Melih ALTINOK
Hafta sonu, Twitter’ın bir mahkemenin verdiği kararı umursamaması nedeniyle
Türkiye’de erişim geçici olarak engellendi. Mahkeme bu kararını, mahrem
görüntüleri sahte isimle açılan twitter hesabı üzerinden yayınlanan bir
kadının şikâyeti üzerine almıştı.
O gün bugündür tartışma sürüyor. İlkesel olarak aksi iddia edilemeyecek olsa da “yasaklara karşıyız” mottosunu
tekrar ederek mevzua dair her türlü argümana kulaklarını tıkayanlar az değil. Daha önce, bu somut olaya benzer durumlarla karşılaşıp feveran edenlerin, savcılıklara başvuranların, hatta Başbakan Erdoğan’dan “müdahale” isteyenlerin “isyanları” ise acınası.
Örneğin geçtiğimiz
aylarda bir twitter kullanıcısını kendisine hakaret ettiği gerekçesiyle
mahkûm ettiren Aylin Aslım şimdi internete sınırsız özgürlük naraları
atıyor.
Bir süre önce eşinin mayolu görüntüleri
internet sitelerinde yayınlanınca bizzat Erdoğan’a mektup yazıp
“müdahale rica eden” Oktay Kaynarca, twitter yasağına twitter’dan tepki
gösteriyor:
“Twitter'ı kapat, Facebook'u yok et, interneti engelle de aklımızı vicdanımızı yüreğimizi nereye gömeceksin?”
Kendilerini
eleştiren meslektaşlarını ve twitter hesaplarını “savcılarına” şikâyet
ettikleri ortaya çıkan bazı Zaman ve Taraf yazarları “direnin” çağrıları
yapıyorlar.
Ekşi sözlüğün kapatılması için yaptığı başvuru matbu olarak internette gezinen gazeteci de isyanda.
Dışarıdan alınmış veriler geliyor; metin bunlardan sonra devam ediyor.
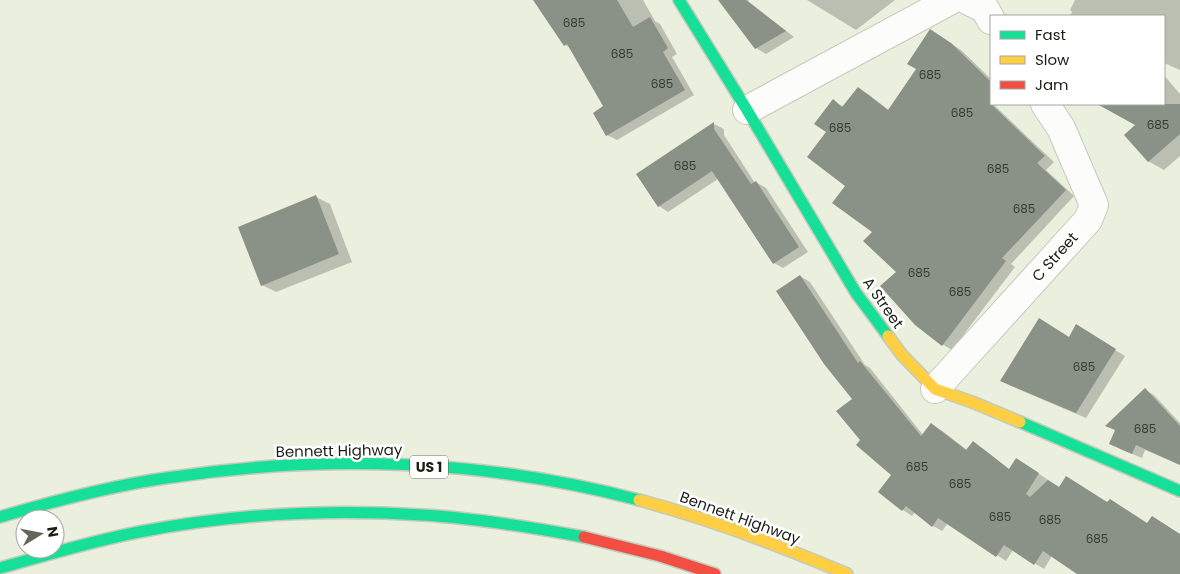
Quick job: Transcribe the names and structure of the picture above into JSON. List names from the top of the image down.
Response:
{
  "streets": {
    "main road": ["A Street", "Bennett Highway", "US 1"],
    "street": ["C Street"]
  },
  "crossings": [
    ["C Street", "A Street"]
  ],
  "house_numbers": [
    "685",
    "685",
    "685",
    "685",
    "685",
    "685",
    "685",
    "685",
    "685",
    "685",
    "685",
    "685",
    "685",
    "685",
    "685",
    "685",
    "685",
    "685",
    "685"
  ],
  "legend": ["Fast", "Slow", "Jam"],
  "north": "right"
}
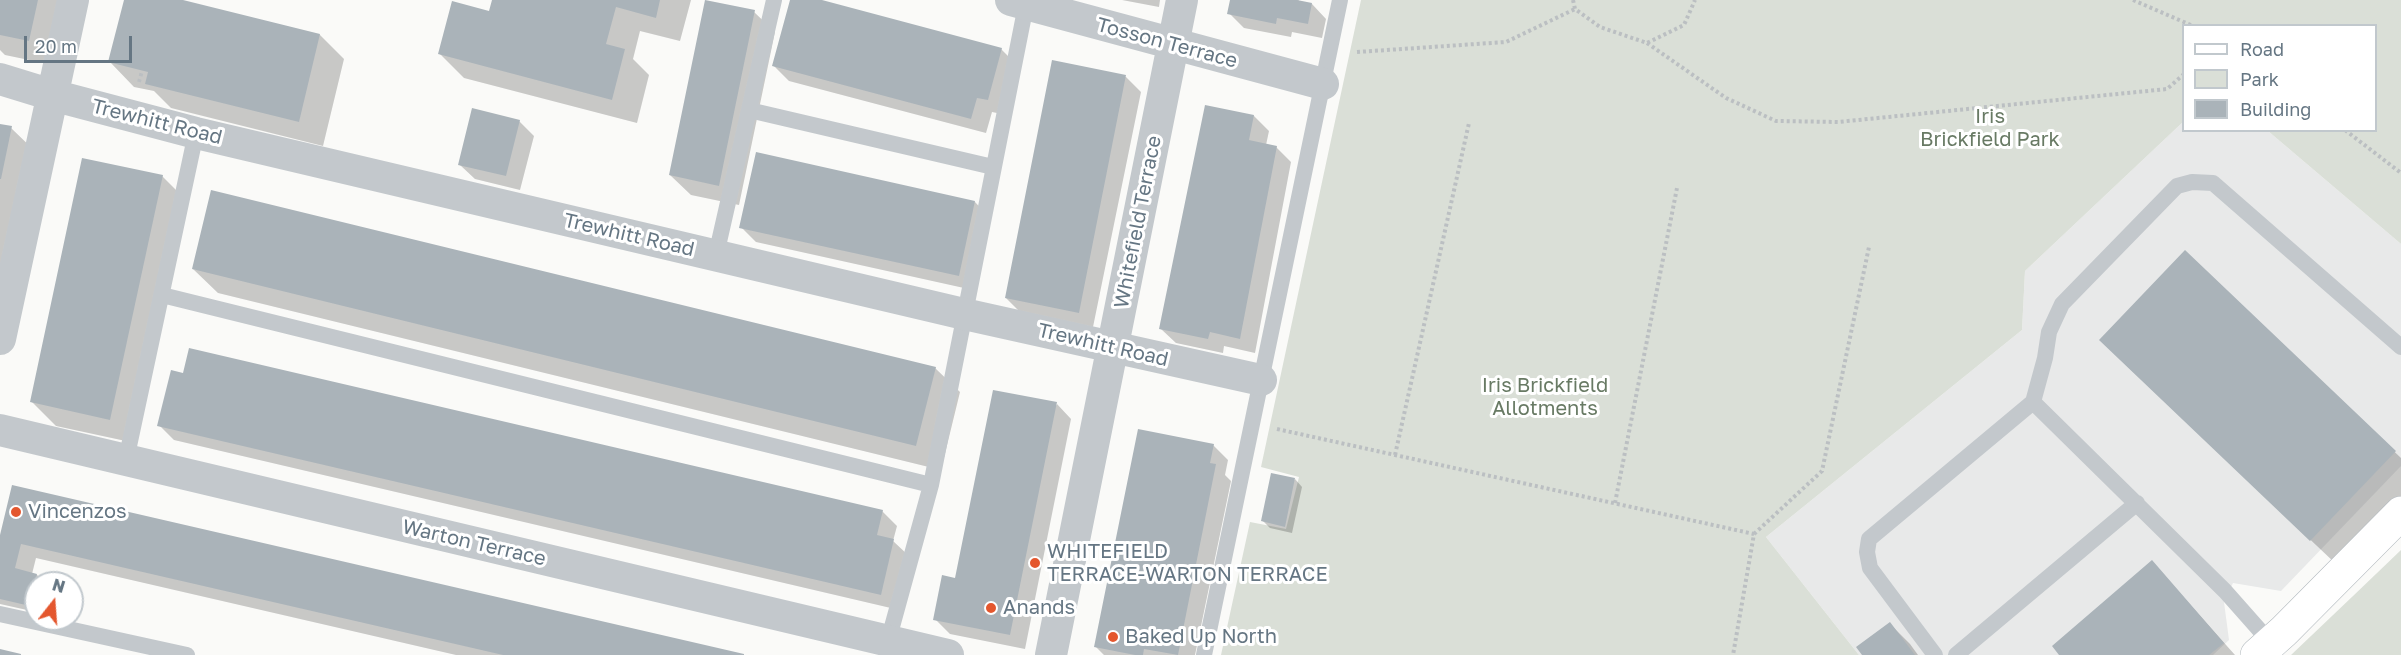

Allah aşkına söyler misiniz, sizler için hak olan mahrem hayatın gizliliği ve
güvenlik talebi, niçin başka vatandaşlar söz konusu olunca geçerli
olmuyor? Sonuçlandıklarında, şimdiki durumdan farksız bir sonuca neden
olmayacak hukuki başvurularınız, yoksa bir internete özgürlük
kampanyasının parçası mıydı?
Elbette aklını,
vicdanını, mantığını siyasal iktidara husumete vakfetmiş bu güruhun
popülist atarlanmaları ve ergen tavırları üzerinden bir ilke tartışması
yapacak değiliz. Ama konuya dair tartışmayı sağlıklı bir zeminde
sürdürmek için, bu gürültüleri tarif edip temizlik yapmamız şarttı. O
halde başlayalım.
1- Bu olayda da siyaseten doğruculuk nakaratları, olay üzerine konuşmaya
başladığınız anda detone olur. Tıpkı kanseri henüz yenmiş Defne
Samyeli’ne, sosyal medya üzerinden atılan çamurun anında yayılmasını
konuşur gibi, istisnalardan medet umar ve “o iş başka” ezgisine
başlarsınız.
2- Konu evrensel normlarda da, sanırım Avrupa İnsan Hakları Sözleşmesi prestijli bir kriterdir. Ve Osman Can’ın da konuyla ilgili yazısında hatırlattığı gibi 10. Maddesi de nettir.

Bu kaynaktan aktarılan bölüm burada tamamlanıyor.